The development appears to assure that the A's will remain in Oakland this season, continuing their fiscally destructive tug-of-war with the Giants.
Giant co-owner Bob Lurie said last night he decided to withdraw the offer when it became clear no compromise on the proposal was possible between San Francisco and Oakland officials.
"After an hour or so, it was obvious there was no way to compromise," Laurie said. "So I called the ballpark and told them to get the (1978) shedules printed and the tickets ready. We're going to be playing every day at Candlestick."
Yesterday's session was the latest of several in the past month involving Lurie, San Francisco Mayor George Moscone, National League President Charles (Chub) Feeney and Robert Nahas, general manager of the Coliseum.
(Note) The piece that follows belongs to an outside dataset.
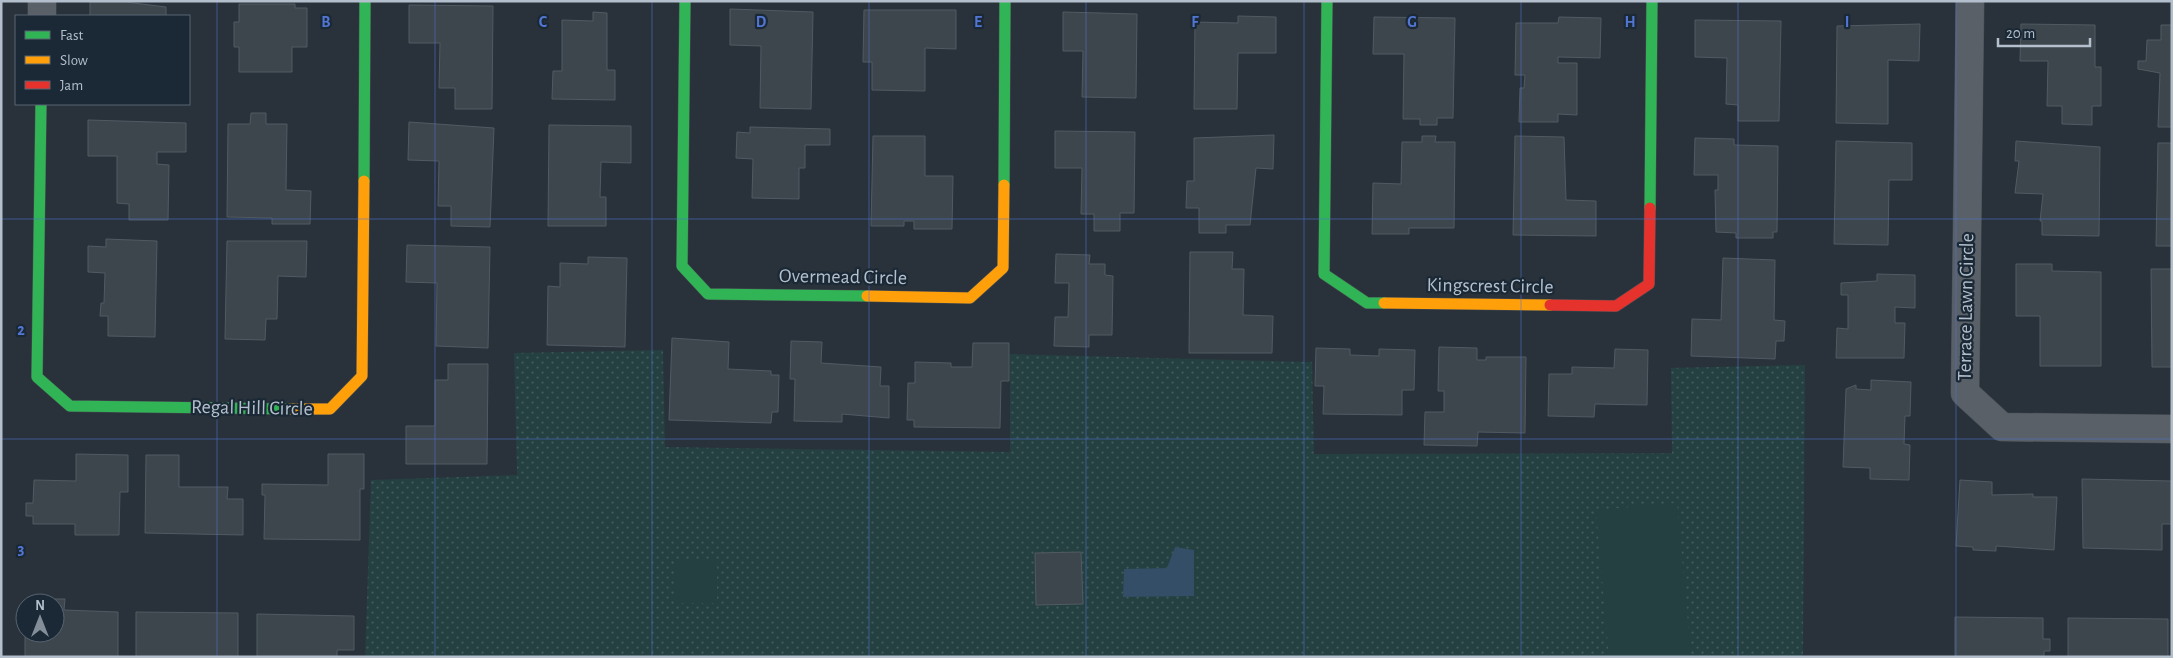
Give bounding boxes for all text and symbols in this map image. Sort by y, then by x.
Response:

Baseball Commissioner Bowie Kuhn and American League President Lee MacPhail also have tried, in vain, to help hammer out a compromise that would and the financial chaos caused by the proximity of the NL Giants and AL A's. The head-to-head competition for fans has meant millions of dollars in losses to both clubs.
Oakland owner Charles O. Finley agreed in December to sell the A's to Denver oilman Marvin Davis for $12.5 million. The deal was applauded by many in baseball because it would solve the "Bay Area problem" by moving one club out and end Finley's association with baseball.
The Denver deal was contingent on Finley's ability to free the A's from the 10 years remaining on their contract with the Coliseum. In a spirit of cooperation, the Giants offered to play some games in Oakland if it would help Finley break the lease.
Coliseum officials balked and filed suit to block the sale. After the proposal of a financial settlement that would have covered the loss of rent and other baseball-related revenues, Coliseum officials relented slightly.
They said they would compromise if the Giants would play at least 50 percent of their home games in Oakland and change their name to something reflecting the common territory of the two cities - such as the Bay Area Giants.
Moscone rejected the proposals outright. Even if the San Francisco mayor had agreed, there was little possibility that the city's board of supervisors would have cleared the plan.
The approval or the mayor and the supervisors was necessary to permit the Giants to renegotiate their contract with city-owned Candlestick Park. The contract expires in 1994.
Finley was not immediately available for comment.
"I'm not going to worry about Charlie," Lurie said. "Unless something dramatic happens to (the A's), they'll probably be playing in Oakland. I don't know how well they can do.
"We have a team with a lot of potential and we are going to be contenders this season. I hope that it will sink in that we're for real now. I'm hopeful we'll draw 1!2 million (people) and at least break even.
"The games in April and May are going to be even more crucial now, in getting people accustomed to coming out and seeing us. Every game this year might be like the seventh game of the World Series"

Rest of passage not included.